== Problem requirements ==
Every entry below is to be copied word for word, with its pictures removed.

== Dataset records ==
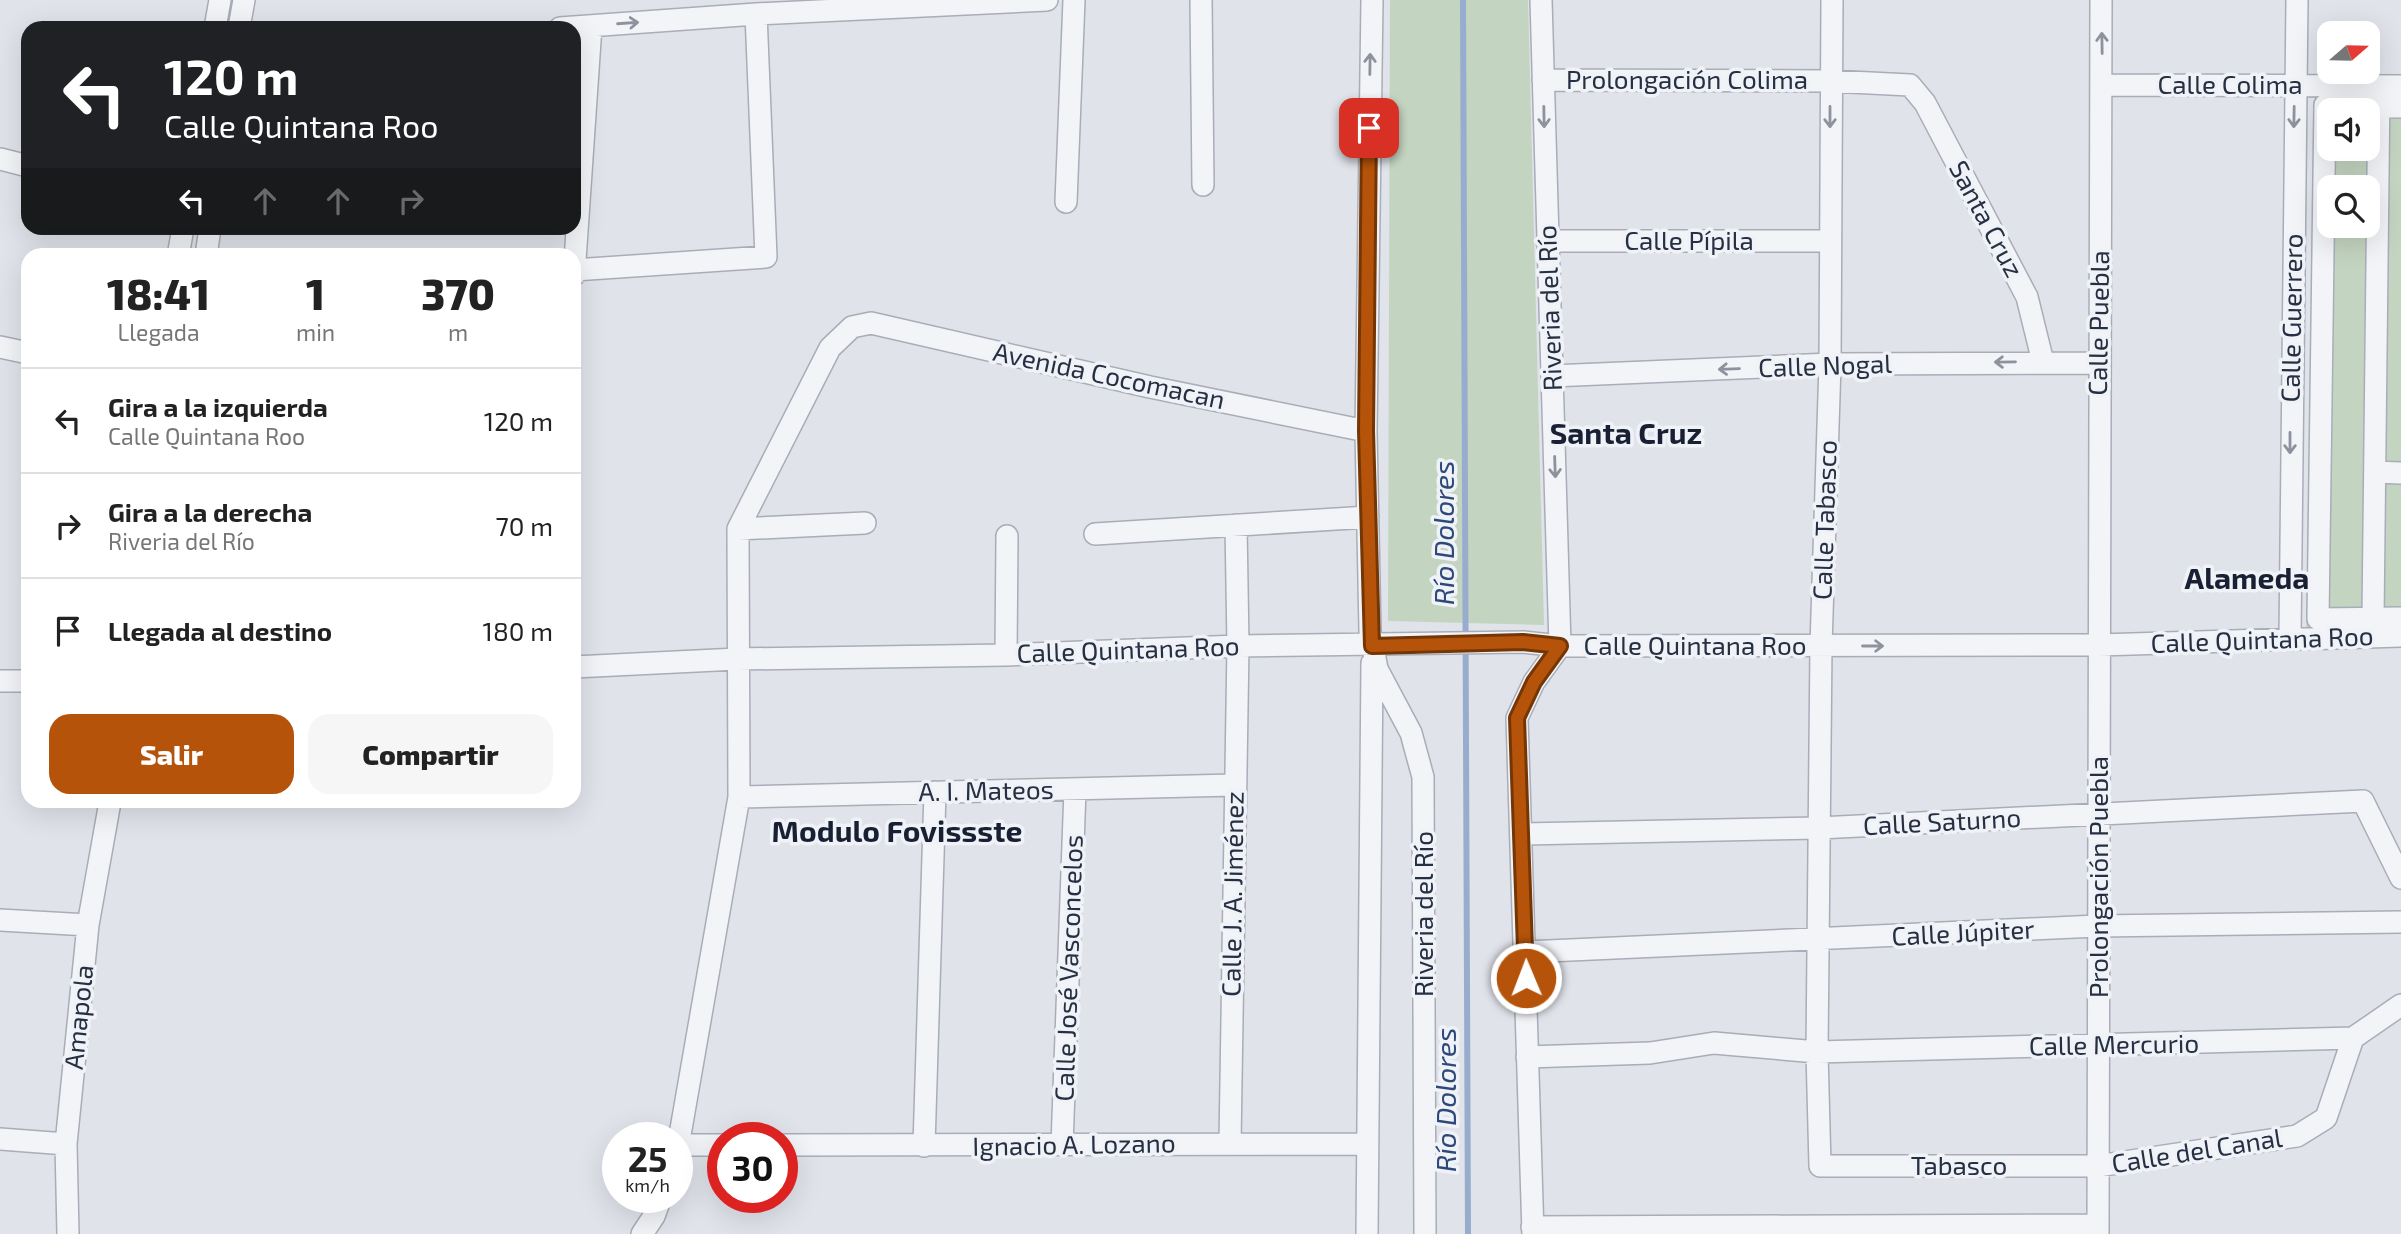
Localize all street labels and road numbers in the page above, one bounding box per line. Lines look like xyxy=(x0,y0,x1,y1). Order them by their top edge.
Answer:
street label: Prolongación Colima xyxy=(1566,63,1808,94)
street label: Calle Colima xyxy=(2157,68,2303,99)
street label: Santa Cruz xyxy=(1944,155,2031,282)
street label: Calle Pípila xyxy=(1624,224,1754,255)
street label: Riveria del Río xyxy=(1530,225,1567,392)
street label: Calle Guerrero xyxy=(2274,233,2307,403)
street label: Calle Puebla xyxy=(2081,250,2114,396)
street label: Avenida Cocomacan xyxy=(991,335,1228,414)
street label: Calle Nogal xyxy=(1758,347,1893,382)
street label: Calle Tabasco xyxy=(1805,439,1842,601)
street label: Calle Quintana Roo xyxy=(2150,619,2374,658)
street label: Calle Quintana Roo xyxy=(1016,629,1240,668)
street label: Calle Quintana Roo xyxy=(1584,629,1806,660)
street label: Prolongación Puebla xyxy=(2082,756,2113,998)
street label: A. I. Mateos xyxy=(918,773,1054,806)
street label: Calle J. A. Jiménez xyxy=(1214,791,1249,997)
street label: Calle Saturno xyxy=(1862,801,2022,840)
street label: Riveria del Río xyxy=(1407,831,1438,997)
street label: Calle José Vasconcelos xyxy=(1047,834,1088,1102)
street label: Calle Júpiter xyxy=(1891,912,2035,951)
street label: Amapola xyxy=(57,963,98,1071)
street label: Calle Mercurio xyxy=(2029,1027,2199,1060)
street label: Calle del Canal xyxy=(2109,1121,2285,1178)
street label: Ignacio A. Lozano xyxy=(972,1126,1176,1161)
street label: Tabasco xyxy=(1911,1149,2007,1180)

== Answer space ==
Localize all street labels and road numbers in the page above, one bounding box per line. Lines look like xyxy=(x0,y0,x1,y1). Order them by their top edge.
Answer:
street label: Prolongación Colima xyxy=(1566,63,1808,94)
street label: Calle Colima xyxy=(2157,68,2303,99)
street label: Santa Cruz xyxy=(1944,155,2031,282)
street label: Calle Pípila xyxy=(1624,224,1754,255)
street label: Riveria del Río xyxy=(1530,225,1567,392)
street label: Calle Guerrero xyxy=(2274,233,2307,403)
street label: Calle Puebla xyxy=(2081,250,2114,396)
street label: Avenida Cocomacan xyxy=(991,335,1228,414)
street label: Calle Nogal xyxy=(1758,347,1893,382)
street label: Calle Tabasco xyxy=(1805,439,1842,601)
street label: Calle Quintana Roo xyxy=(2150,619,2374,658)
street label: Calle Quintana Roo xyxy=(1016,629,1240,668)
street label: Calle Quintana Roo xyxy=(1584,629,1806,660)
street label: Prolongación Puebla xyxy=(2082,756,2113,998)
street label: A. I. Mateos xyxy=(918,773,1054,806)
street label: Calle J. A. Jiménez xyxy=(1214,791,1249,997)
street label: Calle Saturno xyxy=(1862,801,2022,840)
street label: Riveria del Río xyxy=(1407,831,1438,997)
street label: Calle José Vasconcelos xyxy=(1047,834,1088,1102)
street label: Calle Júpiter xyxy=(1891,912,2035,951)
street label: Amapola xyxy=(57,963,98,1071)
street label: Calle Mercurio xyxy=(2029,1027,2199,1060)
street label: Calle del Canal xyxy=(2109,1121,2285,1178)
street label: Ignacio A. Lozano xyxy=(972,1126,1176,1161)
street label: Tabasco xyxy=(1911,1149,2007,1180)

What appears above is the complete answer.